Hal demikian karena belum ditemukannya hadits yang shahih yang dapat dijadikan sebagai dasar hukumnya. Bahkan ada sebuah hadits yang memperbolehkan memegang dan membaca. Bunyinya berikut ini:
عَنْ عَائِشَةَ رَضِيَ اللهُ عَنْهَا قَالَتْ كَانَ النَّبِيُّ صَلَّى اللهُ عَلَيْهِ وَسَلَّمَ يَذْكُرُ اللهَ عَلَى كُلِّ أَحْيَانِهِ. رواه مسلم وأبو داود والترمذى
Artinya: “Diriwayatkan dari Aisyah ra., ia berkata: Adalah Nabi saw menyebut nama Allah dalam segala hal.” [HR. Muslim, Abu Dawud, dan at-Turmudzi).
Pada hadits di atas, dapat kita pahami bahwa orang boleh saja dan kapan dan dimana saja menyebut nama Allah. Termasuk saat sedang dalam keadaan hadas besar. Sejatinya, membaca Al-Qur’an adalah menyebut nama Allah.

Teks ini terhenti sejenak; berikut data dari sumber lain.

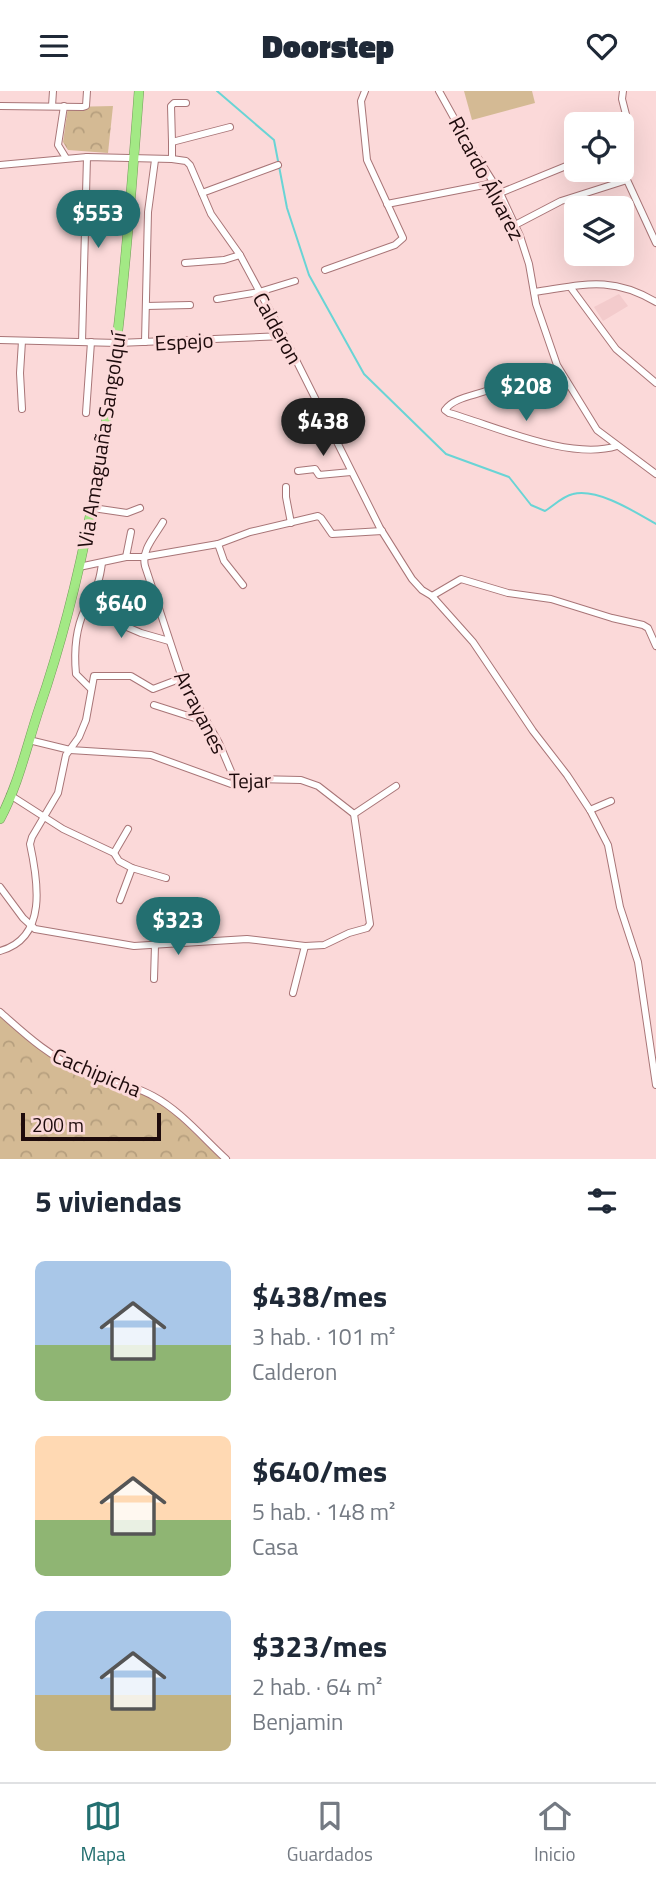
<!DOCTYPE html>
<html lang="es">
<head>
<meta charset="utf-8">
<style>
  body { margin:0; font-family:"Titillium Web",sans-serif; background:#f2f2f3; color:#1f2937; height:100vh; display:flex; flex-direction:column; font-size:26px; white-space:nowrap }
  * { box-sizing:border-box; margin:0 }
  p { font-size:23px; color:#747a83 }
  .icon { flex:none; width:38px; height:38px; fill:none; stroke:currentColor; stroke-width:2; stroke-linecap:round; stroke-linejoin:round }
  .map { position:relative; height:1068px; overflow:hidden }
  .details { display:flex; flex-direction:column; background:#fff; flex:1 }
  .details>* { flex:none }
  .controls { position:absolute; left:564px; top:21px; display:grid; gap:14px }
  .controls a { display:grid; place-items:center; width:70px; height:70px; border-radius:10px; background:#fff; box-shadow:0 7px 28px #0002; font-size:35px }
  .scale { position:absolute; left:21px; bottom:18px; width:140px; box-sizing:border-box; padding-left:7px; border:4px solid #1e0b0c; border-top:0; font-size:19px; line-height:24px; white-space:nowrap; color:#1e0b0c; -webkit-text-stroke:5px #fbd9d9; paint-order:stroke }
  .price { position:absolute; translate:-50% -60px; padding:0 16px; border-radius:24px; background:#236f70; color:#fff; font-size:23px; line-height:46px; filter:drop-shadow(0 2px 4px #0008) }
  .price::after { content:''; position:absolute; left:50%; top:42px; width:21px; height:16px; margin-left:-10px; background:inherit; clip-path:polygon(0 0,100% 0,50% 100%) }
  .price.selected { background:#222; color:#fff }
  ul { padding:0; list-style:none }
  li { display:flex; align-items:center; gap:21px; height:175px; padding:0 35px }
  li span { display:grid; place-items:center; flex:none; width:196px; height:140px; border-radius:10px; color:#555 }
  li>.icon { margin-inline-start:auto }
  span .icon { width:84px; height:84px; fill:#fffc; stroke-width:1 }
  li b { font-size:30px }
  h2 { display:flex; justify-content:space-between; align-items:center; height:84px; padding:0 35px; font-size:30px }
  header { display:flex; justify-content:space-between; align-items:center; height:91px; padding:0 35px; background:#fff; font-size:32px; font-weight:800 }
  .tab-bar { display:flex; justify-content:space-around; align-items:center; height:98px; border-top:2px solid #e0e1e3; background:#fff; font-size:19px; color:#747a83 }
  .tab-bar a { display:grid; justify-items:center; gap:4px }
  .tab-bar .selected { color:#236f70 }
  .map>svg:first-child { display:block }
  .built { fill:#f3cbcc }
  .park { fill:url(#park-crowns) }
  .garden { fill:#d4ba94 }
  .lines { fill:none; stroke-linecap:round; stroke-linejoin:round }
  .stream { stroke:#69d4d5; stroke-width:2 }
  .minor-casing { stroke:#a87577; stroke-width:8 }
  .highway-casing { stroke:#749b5b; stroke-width:10 }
  .minor { stroke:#fff; stroke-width:6 }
  .highway { stroke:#a3e985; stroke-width:9 }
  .labels { text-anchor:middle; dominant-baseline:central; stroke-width:6; stroke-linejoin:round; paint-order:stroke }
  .street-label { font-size:21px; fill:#1e0b0c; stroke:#fbd9d9 }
</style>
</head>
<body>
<header><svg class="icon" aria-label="menu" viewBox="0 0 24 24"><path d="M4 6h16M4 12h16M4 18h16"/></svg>Doorstep<svg class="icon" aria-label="heart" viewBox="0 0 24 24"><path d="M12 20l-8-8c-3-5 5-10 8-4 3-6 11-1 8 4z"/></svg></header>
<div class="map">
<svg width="656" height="1068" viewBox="0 0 656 1068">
  <defs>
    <pattern id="park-crowns" width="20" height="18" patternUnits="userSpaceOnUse" patternTransform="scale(1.75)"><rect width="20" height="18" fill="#d4ba94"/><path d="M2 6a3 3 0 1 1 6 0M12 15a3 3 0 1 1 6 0" fill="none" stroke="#b69f7e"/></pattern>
  </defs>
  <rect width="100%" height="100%" fill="#fbd9d9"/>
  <!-- built -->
  <path class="built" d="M619 203 628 215 603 230 594 216Z"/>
  <!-- park -->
  <g class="park">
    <path d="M113 15 108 62 68 59 63 51 68 16Z"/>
    <path d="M0 922 60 971 132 996 154 1008 170 1019 221 1068H0Z"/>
  </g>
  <!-- garden -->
  <path class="garden" d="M464 0H532L535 12 472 29Z"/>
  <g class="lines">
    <!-- stream -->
    <path class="stream" d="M217 0 274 49 287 117 309 184 364 283 446 363 509 386 531 414 545 420C553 415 563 405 573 403 598 397 635 421 656 433"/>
    <defs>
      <g id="minor">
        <path d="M439 0 464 45 500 102 520 145 529 173 536 213 557 274 597 339 656 383"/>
        <path d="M623 0 622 8 630 39"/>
        <path d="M0 15 83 16 86 15 87 0"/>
        <path d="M52 15 53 0"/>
        <path d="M64 15 58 54 66 67"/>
        <path d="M172 51 171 15 174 12H186"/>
        <path d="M172 68V51L230 36"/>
        <path d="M621 71 627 89"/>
        <path d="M0 74 87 66 172 68 186 70 190 74 211 123 240 164 291 259 380 437 412 488 422 499 432 505 461 488 508 502 551 508 612 527 643 534 648 537 656 555"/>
        <path d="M202 102 278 74"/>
        <path d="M500 102 576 71"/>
        <path d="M387 113 494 92"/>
        <path d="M85 133H128"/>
        <path d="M515 134 561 110 627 89 656 152"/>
        <path d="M185 172 224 169 240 164"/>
        <path d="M325 179 395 154 403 147 367 69 361 10 365 0"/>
        <path d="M571 197 616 258 656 292"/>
        <path d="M534 201C583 194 610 184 656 211"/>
        <path d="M217 208 259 201 295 190"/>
        <path d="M146 215 190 214"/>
        <path d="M0 249 118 252 284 245"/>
        <path d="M82 251 87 66"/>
        <path d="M145 251 148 121 155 69"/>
        <path d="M502 292C486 305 456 303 445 319L449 322C495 335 570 370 617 355"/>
        <path d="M22 318 20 282 22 250"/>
        <path d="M86 322 91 251"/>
        <path d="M298 380 315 378 319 384 351 381"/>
        <path d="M286 396V406L291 432"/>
        <path d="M93 417 127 422 140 417"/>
        <path d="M163 431C155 445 141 459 145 475L182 587 219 652 236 692"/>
        <path d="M218 453 224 470 243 494"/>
        <path d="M126 466 131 441"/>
        <path d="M79 476 126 466H143L218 453 250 441 318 425 321 427 332 443 382 440"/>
        <path d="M432 505 473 551 533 640 567 684 590 719 608 754 620 816 638 871 656 994"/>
        <path d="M85 518 141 542 169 550"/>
        <path d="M91 598 76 583C74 562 76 537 85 518 95 497 99 496 102 472"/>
        <path d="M154 614 207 631"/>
        <path d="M10 704 63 738 114 762 119 770 132 777 166 787"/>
        <path d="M590 719 611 710"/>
        <path d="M354 723 396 695"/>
        <path d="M114 762 128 738"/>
        <path d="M0 796 23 827 35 838 134 855 247 848 305 855 324 854 349 842 367 837 370 833 354 723 318 695 301 689 253 688 231 693 151 664 70 659 29 649"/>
        <path d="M120 809 132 777"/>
        <path d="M0 860C48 847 38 790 30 753L32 746 58 702 66 664 79 646 86 629 94 585H131L153 598 182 587"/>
        <path d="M154 888 155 854"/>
        <path d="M293 902 305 855"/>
        <path d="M0 921C24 942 48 965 78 977 103 987 129 992 153 1005 181 1020 203 1047 226 1068"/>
      </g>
      <path id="highway" d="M0 728C18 695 27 654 39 618 108 417 123 210 139 0"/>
    </defs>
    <!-- minor casing -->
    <use href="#minor" class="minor-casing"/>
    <!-- highway casing -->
    <use href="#highway" class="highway-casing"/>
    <!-- minor -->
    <use href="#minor" class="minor"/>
    <!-- highway -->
    <use href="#highway" class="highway"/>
  </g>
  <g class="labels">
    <!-- street labels -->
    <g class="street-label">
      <text transform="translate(487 87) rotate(62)">Ricardo Álvarez</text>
      <text transform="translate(278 237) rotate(61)">Calderon</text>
      <text transform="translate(184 250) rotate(-3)">Espejo</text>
      <text transform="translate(101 349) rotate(-81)">Via Amaguaña Sangolquí</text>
      <text transform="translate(201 621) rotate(63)">Arrayanes</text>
      <text transform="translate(250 689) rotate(-1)">Tejar</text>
      <text transform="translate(97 981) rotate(23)">Cachipicha</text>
    </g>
  </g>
</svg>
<div class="controls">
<a><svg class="icon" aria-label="locate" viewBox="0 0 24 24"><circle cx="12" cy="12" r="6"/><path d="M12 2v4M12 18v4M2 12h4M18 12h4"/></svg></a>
<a><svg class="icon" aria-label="layers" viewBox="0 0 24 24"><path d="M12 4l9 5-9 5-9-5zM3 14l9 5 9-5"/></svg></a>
</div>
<div class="scale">200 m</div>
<b class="price" style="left:98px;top:159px">$553</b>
<b class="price" style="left:526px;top:332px">$208</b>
<b class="price selected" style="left:323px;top:367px">$438</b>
<b class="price" style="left:121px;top:549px">$640</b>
<b class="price" style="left:178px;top:866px">$323</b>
</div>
<section class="details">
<h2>5 viviendas<svg class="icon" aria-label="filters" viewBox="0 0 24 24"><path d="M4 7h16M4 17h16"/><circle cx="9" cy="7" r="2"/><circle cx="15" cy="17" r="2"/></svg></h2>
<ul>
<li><span style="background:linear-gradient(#a9c7e8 60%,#8fb573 0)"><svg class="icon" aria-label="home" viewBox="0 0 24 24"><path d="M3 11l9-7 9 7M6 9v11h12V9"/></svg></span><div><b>$438/mes</b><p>3 hab. · 101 m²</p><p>Calderon</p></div></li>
<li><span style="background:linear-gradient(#ffd9b3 60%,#8fb573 0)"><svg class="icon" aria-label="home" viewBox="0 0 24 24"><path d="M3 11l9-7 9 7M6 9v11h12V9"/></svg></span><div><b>$640/mes</b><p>5 hab. · 148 m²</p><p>Casa</p></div></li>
<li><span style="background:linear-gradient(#a9c7e8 60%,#c2b280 0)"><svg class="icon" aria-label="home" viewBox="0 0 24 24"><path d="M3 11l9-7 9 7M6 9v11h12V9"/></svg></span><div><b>$323/mes</b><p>2 hab. · 64 m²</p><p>Benjamin</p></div></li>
</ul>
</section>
<nav class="tab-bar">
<a class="selected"><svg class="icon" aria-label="map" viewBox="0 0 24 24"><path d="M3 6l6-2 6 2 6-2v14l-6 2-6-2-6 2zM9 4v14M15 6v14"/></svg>Mapa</a>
<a><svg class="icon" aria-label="saved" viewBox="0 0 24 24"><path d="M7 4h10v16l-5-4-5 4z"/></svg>Guardados</a>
<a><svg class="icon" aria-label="home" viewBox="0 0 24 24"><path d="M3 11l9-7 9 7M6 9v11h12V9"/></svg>Inicio</a>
</nav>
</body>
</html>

Namun, disamping lain kita akan menemukan beberapa juga hadits yang menyebutkan Nabi Muhammad Saw kurang suka atau senang menyebut nama Allah kecuali dalam keadaan suci.
***
Majelis Tarjih dan Tajdid Muhammadiyah melalui laman Fatwatarjih.or.id menjelaskan bahwa ayat laa yamassuhu illal-muthahharuun jika dilihat dari riwayatnya diturunkan di Makkah sebelum Rasulullah Saw hijrah ke Madinah. Adapun Al-Qur’an baru ada di zaman khalifah Utsman bin Affan. Jadi, ada senggang waktu antara waktu ayat itu diturunkan dengan adanya mushaf Al-Qur’an, yang kurang lebih 30 tahun setelah ayat itu diturunkan.
Pada masa Khalifah Utsman baru ada lima mushaf dan itupun belum beredar ke tengah masyarakat. Mushaf al-Quran baru dicetak dan mulai beredar ke tengah masyarakat lebih kurang 900 tahun kemudian. Karena itu, ayat di atas tidak ada kaitannya dengan mushaf al-Quran.
Adapun maksud dari penggalan ayat al-muthahharuun, mereka adalah orang-orang yang benar-benar beriman kepada Allah, melaksanakan segala perintah dan menjauhi larangan-Nya. Sedangkan orang yang tidak suci tidak akan dapat menyentuh kandungan dan isi al-Quran. Orang-orang suci yang dimaksud mungkin malaikat, manusia, dan mungkin pula kedua-duanya.
Maka dari itu, Majelis Tarjih dan Tajdid Muhammadiyah berpendapat bahwa yang paling baik dan bagus bagi orang yang ingin membaca Al-Qur’an adalah dalam keadaan suci dari hadas dan najis. Bila perlu berwudhu lah sebelum membaca Al-Qur’an. Hal demikian karena kitab (Al-Qur’an) adalah wahyu Allah, bukan sembarang kitab.
Adapun mengenai hukum bagi wanita haid membaca Al-Qur’an, Majelis Tarjih dan Tajdid dalam buku Tanya Jawab Agama menyebut hukumnya makruh.